04/08/2016 8:11 PM IST | Updated 05/08/2016 8:40 AM IST

Making Breastfeeding Work -- With Help From The Government And Community

Ruth Jenkinson

The first seven days of August, marked as World Breastfeeding Week worldwide, present an opportunity to discuss the far-reaching impact of a simple, home-based intervention. This year's theme focuses on the role breastfeeding can play in achieving the Sustainable Development Goals (SDGs), especially Achieving Zero Hunger and Improving Health and Well-Being at All Ages. Home to a sixth of the world's population, India's performance on breastfeeding, among other health and nutrition indicators, has a key role to play in powering the global push for healthier, better-nourished mothers and children. Similarly, with a sixth of India's population, Uttar Pradesh (UP) holds the key to strengthen global efforts in pursuit of the SDGs.

UP has made progress in recent years during its push to reach the targets set under the time-bound Millennium Development Goals (MDGs). Between 1999 and 2015, the under-5 mortality rate in UP reduced from 122.5 to 64 per 1,000 live births. However, UP still has an uphill battle in tackling its health and nutrition challenges. As many as 650 children still die every day due to malnutrition in Uttar Pradesh, according to the State Nutrition Mission Vision Document 2014. Faced with this reality, large-scale, systemic interventions may seem like the only viable way to achieve major SDGs; but low-cost, community-level practices such as breastfeeding can prove instrumental in achieving these goals.

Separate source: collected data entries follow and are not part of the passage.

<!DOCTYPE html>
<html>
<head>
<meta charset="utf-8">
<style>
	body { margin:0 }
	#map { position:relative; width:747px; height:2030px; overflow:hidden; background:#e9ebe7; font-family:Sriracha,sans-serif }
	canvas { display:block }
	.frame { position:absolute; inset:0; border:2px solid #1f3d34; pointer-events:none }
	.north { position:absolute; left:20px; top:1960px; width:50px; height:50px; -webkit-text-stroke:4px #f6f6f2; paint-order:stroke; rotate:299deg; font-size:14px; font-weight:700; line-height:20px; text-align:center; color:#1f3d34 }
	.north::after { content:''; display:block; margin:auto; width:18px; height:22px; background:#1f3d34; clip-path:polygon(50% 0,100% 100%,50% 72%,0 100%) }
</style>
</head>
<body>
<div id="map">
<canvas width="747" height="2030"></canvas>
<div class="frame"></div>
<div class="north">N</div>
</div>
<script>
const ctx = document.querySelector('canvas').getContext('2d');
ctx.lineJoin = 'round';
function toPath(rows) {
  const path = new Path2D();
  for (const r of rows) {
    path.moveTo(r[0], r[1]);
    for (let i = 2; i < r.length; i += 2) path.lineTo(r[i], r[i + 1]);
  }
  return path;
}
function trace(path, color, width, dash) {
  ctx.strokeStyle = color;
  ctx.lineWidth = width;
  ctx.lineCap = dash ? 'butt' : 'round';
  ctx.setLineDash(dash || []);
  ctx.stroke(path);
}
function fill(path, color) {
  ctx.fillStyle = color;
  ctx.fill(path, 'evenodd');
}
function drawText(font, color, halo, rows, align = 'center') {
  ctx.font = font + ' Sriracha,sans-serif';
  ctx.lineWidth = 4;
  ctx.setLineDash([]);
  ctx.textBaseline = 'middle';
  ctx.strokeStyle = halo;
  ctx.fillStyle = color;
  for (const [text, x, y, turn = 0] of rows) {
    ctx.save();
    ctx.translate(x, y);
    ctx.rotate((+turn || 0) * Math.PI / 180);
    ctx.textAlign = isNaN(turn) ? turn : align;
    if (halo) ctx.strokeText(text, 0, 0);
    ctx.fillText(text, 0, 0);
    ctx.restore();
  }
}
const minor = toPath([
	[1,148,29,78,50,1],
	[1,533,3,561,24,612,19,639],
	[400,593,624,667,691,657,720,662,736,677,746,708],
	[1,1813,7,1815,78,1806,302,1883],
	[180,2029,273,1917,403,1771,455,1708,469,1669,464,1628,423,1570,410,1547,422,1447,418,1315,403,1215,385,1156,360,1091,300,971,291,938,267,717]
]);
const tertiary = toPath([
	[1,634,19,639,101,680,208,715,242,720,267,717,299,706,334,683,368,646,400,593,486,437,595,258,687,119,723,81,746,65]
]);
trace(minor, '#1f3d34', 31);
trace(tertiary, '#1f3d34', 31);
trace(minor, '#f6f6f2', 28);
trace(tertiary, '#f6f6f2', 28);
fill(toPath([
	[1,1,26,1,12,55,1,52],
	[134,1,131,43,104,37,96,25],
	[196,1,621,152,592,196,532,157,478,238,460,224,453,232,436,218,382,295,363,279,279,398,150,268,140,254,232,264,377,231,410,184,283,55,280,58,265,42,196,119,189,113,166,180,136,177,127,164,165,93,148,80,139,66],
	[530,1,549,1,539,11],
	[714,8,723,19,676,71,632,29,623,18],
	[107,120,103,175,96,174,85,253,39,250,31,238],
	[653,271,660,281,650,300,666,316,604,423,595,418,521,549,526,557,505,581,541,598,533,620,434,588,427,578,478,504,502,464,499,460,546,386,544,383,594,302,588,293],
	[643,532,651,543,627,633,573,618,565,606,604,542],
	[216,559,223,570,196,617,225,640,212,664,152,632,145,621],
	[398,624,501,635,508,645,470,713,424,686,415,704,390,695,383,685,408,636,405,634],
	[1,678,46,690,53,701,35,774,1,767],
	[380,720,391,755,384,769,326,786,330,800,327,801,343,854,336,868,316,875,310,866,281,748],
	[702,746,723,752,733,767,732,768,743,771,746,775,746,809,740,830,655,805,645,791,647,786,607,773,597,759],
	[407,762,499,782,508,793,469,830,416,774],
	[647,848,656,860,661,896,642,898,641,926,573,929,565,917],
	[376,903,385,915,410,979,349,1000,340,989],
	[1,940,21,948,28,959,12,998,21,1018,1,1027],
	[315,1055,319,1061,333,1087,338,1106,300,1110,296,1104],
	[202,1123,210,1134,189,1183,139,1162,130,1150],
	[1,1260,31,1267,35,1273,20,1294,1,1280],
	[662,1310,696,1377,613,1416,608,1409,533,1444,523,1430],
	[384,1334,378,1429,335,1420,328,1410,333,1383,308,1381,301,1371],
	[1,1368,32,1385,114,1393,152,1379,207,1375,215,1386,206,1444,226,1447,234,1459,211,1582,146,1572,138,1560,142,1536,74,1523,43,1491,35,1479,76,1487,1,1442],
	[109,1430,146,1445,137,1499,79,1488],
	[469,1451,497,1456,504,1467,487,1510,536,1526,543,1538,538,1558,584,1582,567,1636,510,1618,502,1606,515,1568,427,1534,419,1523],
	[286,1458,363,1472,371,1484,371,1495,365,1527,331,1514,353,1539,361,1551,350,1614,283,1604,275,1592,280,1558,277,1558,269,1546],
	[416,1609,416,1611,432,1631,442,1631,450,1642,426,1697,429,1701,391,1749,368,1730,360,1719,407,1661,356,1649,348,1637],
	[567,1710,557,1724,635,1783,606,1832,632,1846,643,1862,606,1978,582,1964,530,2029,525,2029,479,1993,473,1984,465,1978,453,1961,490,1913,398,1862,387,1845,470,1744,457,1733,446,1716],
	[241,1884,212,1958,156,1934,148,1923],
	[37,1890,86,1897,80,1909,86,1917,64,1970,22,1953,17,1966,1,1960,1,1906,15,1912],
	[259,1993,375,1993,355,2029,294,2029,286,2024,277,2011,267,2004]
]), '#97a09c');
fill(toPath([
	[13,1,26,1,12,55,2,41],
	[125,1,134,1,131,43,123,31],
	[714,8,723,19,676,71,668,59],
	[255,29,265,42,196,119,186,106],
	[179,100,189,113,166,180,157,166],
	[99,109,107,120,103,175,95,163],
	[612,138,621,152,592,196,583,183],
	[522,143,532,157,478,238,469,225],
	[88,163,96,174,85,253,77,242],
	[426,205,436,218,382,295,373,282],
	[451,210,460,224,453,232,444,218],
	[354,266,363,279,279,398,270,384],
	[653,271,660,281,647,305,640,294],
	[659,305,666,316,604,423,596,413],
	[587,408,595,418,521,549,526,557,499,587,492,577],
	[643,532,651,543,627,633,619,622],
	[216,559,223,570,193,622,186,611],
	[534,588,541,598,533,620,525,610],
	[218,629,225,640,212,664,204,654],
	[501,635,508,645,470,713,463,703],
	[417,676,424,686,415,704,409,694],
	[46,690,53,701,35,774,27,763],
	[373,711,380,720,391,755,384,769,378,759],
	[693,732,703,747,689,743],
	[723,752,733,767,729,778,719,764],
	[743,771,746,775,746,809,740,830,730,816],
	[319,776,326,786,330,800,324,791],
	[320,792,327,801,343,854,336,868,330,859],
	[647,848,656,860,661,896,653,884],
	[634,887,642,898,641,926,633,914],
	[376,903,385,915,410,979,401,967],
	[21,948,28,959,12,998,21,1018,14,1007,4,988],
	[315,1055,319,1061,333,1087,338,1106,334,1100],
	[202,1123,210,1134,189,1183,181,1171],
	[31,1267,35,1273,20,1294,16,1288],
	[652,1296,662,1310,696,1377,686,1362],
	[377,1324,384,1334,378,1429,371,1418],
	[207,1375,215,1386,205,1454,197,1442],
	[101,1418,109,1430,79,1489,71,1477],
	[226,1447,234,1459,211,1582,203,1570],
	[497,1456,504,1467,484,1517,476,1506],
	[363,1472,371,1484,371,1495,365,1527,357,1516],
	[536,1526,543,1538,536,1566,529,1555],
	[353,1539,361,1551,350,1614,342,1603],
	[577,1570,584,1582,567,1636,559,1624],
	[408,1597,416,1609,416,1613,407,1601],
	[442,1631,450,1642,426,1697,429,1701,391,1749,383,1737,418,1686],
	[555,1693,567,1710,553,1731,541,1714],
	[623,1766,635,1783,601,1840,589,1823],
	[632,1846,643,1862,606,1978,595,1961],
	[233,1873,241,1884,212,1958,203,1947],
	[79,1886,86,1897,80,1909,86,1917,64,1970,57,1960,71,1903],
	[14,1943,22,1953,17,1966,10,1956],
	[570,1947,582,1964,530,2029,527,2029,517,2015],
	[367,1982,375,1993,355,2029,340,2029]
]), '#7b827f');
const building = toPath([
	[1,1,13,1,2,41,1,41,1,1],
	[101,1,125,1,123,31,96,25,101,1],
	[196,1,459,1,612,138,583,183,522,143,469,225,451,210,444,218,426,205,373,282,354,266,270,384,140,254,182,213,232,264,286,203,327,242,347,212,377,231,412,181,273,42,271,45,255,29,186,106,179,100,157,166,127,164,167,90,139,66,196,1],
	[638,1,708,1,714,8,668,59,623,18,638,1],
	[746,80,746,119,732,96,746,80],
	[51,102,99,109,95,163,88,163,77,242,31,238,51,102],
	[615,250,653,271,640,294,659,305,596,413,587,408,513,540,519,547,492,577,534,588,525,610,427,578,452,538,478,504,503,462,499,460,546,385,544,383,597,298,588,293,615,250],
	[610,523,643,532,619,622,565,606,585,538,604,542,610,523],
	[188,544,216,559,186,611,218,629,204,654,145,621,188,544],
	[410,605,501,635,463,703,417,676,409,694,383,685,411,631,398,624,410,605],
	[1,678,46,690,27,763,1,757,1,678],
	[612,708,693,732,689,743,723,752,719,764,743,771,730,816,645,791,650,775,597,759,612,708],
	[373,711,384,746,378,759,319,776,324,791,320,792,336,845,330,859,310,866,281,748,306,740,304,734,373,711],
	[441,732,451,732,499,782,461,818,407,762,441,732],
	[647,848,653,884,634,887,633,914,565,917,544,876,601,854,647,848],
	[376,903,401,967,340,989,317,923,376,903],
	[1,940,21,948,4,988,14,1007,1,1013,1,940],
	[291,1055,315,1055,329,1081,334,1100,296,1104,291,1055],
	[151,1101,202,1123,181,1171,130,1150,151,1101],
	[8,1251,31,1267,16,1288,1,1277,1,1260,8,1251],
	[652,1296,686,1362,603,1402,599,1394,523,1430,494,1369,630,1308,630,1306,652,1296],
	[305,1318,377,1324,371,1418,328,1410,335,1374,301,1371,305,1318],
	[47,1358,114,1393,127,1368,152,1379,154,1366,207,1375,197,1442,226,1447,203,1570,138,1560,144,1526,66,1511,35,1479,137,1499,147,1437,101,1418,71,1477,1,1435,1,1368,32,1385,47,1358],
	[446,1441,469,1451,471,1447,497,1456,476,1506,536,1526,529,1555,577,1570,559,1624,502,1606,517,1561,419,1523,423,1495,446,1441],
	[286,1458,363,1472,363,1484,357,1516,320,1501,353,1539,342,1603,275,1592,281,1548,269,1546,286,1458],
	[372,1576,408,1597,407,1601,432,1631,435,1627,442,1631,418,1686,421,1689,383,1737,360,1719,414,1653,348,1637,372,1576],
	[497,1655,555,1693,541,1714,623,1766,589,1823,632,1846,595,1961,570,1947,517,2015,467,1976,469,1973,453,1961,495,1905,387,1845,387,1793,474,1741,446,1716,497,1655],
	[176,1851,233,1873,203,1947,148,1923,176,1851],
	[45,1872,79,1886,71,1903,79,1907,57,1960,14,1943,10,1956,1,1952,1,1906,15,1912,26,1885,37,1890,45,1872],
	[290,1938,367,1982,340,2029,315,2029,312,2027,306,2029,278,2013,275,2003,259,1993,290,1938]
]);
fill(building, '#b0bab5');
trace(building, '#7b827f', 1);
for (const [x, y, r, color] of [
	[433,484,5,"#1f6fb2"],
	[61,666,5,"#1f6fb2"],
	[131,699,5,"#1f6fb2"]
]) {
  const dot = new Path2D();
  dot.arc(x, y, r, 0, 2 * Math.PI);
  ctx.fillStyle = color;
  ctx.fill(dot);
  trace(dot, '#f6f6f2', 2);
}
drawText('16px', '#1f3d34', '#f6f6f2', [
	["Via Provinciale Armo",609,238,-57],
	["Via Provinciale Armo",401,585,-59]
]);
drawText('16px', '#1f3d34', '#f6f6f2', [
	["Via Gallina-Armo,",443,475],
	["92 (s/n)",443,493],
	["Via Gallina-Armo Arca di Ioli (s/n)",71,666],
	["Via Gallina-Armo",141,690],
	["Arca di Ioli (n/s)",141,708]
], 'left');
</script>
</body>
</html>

With government interventions already in place, it is our responsibility as a society to prioritize optimal breastfeeding in our homes

Adopting optimal breastfeeding practices is crucial to ensuring that children's nutritional needs are met in the most critical stage of their lives. Receiving the right nutrition in the 1000 days between a woman's pregnancy and her baby's 2nd birthday has a profound impact on a child's ability to grow, learn and thrive. Optimal breastfeeding practices include timely initiation of breastfeeding (within the first hour of life), exclusive breastfeeding for the first six months (with no other food or liquids, including water), and complementary feeding alongside continued breastfeeding from 6-24 months. If universalized, these practices could save the lives of over 800,000 children under the age of five each year across the globe.

Apart from providing children with nourishment and protection from infections and diseases such as diarrhea and pneumonia, breastfeeding benefits mothers and families as well. Women who breastfeed are less likely to develop breast and ovarian cancers and Type II diabetes. Breastfeeding offers a natural, renewable food source that needs no packaging, transportation, storage or cooking, making it environmentally friendly and economical.

However, a lack of awareness of the benefits of optimal breastfeeding practices means that in 2013-14, only 22.5% of children aged 0-23 months in UP were breastfed within an hour of birth, while a third of children aged 0-5 months were not exclusively breastfed. Just 19.1% of women were visited by an ASHA, ANM, or Anganwadi Worker at home within one week of delivery and/or discharge from a health institution. It is important for women to receive counselling from health workers in the post-birth period so that they can begin breastfeeding correctly early on.

To ensure the widespread uptake of breastfeeding, the government has already put into place mechanisms for its promotion at health facilities, during community outreach activities and during community- and home-based care. Programs like Janani Suraksha Yojana (JSY) and Janani Shishu Suraksha Karyakram (JSS) enable and incentivize women to give birth at institutions and stay the recommended 48 hours after delivery. Community outreach events like Village Health and Nutrition Days (VHNDs) at Anganwadi Centres provide community health workers with the chance to spread correct information, dispel myths and bad practices, and offer counselling on breastfeeding. Finally, the Home Based Newborn Care Scheme requires that every child be visited at home by a health worker six-seven times during the first 42 days of life, helping messages on breastfeeding reach every mother and household. One-to-one counseling during routine home visits by the ANM and ASHA is the best way to reach mothers and caregivers in the community.

This World Breastfeeding Week, let's ensure that no newborn goes hungry, especially when their food source is innate, renewable and close to their mother's heart.

To improve the uptake of healthy breastfeeding practices in UP, action must be taken from both the demand and the supply side. Communities must be made aware of the health services to which they are entitled. Those with prominent voices in their communities should get involved in breaking myths and clarifying age-old misconceptions. Neighbours should support and encourage one another to breastfeed and avail of free community health services. On the other hand, we must also strengthen efforts across state and district levels to ensure breastfeeding counselling reaches the community through well-trained and dedicated health workers.

The benefits of breastfeeding are far-reaching. But the immediate impact of this intervention hits right at home. With government interventions already in place to support healthy breastfeeding practices, it is our responsibility as a society to prioritize optimal breastfeeding in our homes and in our communities. This World Breastfeeding Week, let's ensure that no newborn goes hungry, especially when their food source is innate, renewable and close to their mother's heart.